◆ What the exercise asks: Look through the entries for the string "linecap" and copy every line where it shows up.

◆ Source data:
<<<<
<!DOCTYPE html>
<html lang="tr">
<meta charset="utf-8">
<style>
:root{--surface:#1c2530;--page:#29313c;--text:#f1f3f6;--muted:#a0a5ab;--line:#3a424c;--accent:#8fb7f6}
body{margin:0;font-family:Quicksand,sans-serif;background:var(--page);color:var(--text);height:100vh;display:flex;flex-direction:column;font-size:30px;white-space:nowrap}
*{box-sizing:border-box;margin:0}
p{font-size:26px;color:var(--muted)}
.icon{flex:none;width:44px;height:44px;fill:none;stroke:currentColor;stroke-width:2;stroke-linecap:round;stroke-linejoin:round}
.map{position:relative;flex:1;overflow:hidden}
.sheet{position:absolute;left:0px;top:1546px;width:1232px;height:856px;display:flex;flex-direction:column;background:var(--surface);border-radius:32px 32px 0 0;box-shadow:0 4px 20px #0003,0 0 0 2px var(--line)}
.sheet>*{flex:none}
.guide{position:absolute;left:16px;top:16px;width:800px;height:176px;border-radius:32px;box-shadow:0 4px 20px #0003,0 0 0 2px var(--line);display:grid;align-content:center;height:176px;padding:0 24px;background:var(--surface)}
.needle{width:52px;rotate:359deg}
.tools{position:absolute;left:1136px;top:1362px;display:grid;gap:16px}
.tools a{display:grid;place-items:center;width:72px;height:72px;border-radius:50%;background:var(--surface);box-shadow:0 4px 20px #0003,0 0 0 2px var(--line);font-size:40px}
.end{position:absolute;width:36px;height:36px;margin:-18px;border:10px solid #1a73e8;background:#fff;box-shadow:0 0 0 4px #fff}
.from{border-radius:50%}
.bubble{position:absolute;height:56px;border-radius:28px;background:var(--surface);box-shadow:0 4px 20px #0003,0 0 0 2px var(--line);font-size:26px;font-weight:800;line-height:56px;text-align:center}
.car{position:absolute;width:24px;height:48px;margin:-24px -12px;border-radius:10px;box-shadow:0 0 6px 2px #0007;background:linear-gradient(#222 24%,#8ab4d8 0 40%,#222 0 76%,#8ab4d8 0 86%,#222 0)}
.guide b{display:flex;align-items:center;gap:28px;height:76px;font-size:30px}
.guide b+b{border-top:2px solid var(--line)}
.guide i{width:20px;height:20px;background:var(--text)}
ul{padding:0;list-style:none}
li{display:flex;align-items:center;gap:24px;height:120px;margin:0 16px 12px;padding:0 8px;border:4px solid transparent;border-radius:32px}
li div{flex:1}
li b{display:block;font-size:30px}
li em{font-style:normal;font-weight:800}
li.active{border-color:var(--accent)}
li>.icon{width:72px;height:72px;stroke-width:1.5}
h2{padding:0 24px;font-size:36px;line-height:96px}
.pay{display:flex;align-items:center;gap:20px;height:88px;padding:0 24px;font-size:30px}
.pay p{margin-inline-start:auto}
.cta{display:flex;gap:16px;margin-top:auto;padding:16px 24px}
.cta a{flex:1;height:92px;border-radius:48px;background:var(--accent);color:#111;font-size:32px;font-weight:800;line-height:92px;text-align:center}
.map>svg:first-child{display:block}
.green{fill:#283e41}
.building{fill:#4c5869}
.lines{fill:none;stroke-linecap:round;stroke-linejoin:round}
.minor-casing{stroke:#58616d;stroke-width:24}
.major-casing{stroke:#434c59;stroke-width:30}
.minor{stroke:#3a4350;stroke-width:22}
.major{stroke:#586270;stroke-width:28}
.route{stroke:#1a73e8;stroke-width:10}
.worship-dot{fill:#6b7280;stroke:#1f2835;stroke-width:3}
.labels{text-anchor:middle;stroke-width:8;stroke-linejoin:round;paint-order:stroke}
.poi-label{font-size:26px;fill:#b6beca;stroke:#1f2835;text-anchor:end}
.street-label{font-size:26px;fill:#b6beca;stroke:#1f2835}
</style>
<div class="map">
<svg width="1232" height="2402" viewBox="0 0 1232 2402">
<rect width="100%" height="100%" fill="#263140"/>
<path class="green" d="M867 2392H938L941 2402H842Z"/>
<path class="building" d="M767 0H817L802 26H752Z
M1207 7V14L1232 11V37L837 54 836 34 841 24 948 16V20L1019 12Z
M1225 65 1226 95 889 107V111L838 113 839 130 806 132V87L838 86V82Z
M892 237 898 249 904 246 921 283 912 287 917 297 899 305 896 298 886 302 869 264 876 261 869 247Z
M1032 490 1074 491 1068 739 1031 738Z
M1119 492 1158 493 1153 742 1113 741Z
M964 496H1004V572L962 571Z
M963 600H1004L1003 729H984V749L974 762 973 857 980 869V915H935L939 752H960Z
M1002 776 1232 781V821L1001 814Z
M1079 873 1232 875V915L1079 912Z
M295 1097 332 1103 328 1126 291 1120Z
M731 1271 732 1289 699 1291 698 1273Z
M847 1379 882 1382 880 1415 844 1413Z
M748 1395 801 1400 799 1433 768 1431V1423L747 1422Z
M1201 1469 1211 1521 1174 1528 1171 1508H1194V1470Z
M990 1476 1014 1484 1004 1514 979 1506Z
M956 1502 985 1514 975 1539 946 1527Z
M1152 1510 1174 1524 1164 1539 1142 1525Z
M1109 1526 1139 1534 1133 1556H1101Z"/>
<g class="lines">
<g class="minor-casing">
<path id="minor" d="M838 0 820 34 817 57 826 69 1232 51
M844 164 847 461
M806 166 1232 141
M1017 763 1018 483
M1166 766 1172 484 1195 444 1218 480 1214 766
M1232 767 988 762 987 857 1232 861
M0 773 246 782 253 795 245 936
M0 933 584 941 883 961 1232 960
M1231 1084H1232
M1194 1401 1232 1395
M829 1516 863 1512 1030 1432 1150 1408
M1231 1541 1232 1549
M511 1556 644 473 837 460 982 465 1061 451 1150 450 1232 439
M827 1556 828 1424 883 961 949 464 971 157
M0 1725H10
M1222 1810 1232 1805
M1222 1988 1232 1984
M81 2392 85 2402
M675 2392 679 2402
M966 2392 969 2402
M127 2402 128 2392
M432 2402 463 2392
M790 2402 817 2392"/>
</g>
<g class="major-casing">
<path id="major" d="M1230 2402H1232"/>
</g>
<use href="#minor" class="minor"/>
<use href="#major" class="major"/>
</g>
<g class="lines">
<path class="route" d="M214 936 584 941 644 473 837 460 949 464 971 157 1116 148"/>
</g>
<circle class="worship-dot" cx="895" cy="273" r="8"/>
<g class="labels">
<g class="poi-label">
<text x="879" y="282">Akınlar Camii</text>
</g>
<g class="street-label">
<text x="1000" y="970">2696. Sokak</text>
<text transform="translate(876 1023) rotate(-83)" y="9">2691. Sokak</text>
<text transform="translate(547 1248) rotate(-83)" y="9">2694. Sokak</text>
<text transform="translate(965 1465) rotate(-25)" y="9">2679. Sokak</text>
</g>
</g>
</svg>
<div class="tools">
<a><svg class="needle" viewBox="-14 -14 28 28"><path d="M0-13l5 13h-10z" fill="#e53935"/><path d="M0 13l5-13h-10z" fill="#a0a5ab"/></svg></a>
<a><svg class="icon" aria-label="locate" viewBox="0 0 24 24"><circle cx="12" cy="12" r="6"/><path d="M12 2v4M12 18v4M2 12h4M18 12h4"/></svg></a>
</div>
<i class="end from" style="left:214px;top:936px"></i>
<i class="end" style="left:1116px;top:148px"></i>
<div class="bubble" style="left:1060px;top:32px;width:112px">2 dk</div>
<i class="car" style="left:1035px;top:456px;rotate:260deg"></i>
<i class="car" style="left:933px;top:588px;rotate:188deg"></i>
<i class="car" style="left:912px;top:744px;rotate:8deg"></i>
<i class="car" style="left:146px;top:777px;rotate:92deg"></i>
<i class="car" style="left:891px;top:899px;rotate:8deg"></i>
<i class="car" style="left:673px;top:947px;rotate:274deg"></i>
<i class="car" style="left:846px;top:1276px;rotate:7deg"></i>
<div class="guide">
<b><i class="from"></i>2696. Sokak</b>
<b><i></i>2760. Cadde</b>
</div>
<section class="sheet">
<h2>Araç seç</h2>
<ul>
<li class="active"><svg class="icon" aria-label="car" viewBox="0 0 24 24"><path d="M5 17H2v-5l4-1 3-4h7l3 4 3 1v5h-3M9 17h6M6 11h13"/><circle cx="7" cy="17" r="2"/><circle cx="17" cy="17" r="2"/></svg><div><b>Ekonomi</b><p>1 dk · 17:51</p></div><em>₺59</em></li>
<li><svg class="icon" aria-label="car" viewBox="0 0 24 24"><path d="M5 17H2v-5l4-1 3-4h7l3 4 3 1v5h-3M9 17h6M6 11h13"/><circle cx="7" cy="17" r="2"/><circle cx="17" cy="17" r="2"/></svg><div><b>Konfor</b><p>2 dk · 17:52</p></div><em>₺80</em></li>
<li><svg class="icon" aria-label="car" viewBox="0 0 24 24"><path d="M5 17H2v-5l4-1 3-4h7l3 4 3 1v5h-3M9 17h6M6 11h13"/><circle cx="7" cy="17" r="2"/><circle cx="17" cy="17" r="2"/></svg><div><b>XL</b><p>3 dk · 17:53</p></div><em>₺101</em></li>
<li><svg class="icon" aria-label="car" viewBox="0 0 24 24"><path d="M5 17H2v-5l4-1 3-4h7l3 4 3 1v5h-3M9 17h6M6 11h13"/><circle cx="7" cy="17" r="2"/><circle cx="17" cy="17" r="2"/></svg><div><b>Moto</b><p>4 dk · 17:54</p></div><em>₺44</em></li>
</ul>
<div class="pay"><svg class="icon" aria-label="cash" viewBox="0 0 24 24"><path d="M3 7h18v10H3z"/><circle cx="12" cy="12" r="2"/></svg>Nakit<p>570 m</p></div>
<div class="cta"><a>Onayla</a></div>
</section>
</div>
>>>>
◆ Reply to the exercise:
.icon{flex:none;width:44px;height:44px;fill:none;stroke:currentColor;stroke-width:2;stroke-linecap:round;stroke-linejoin:round}
.lines{fill:none;stroke-linecap:round;stroke-linejoin:round}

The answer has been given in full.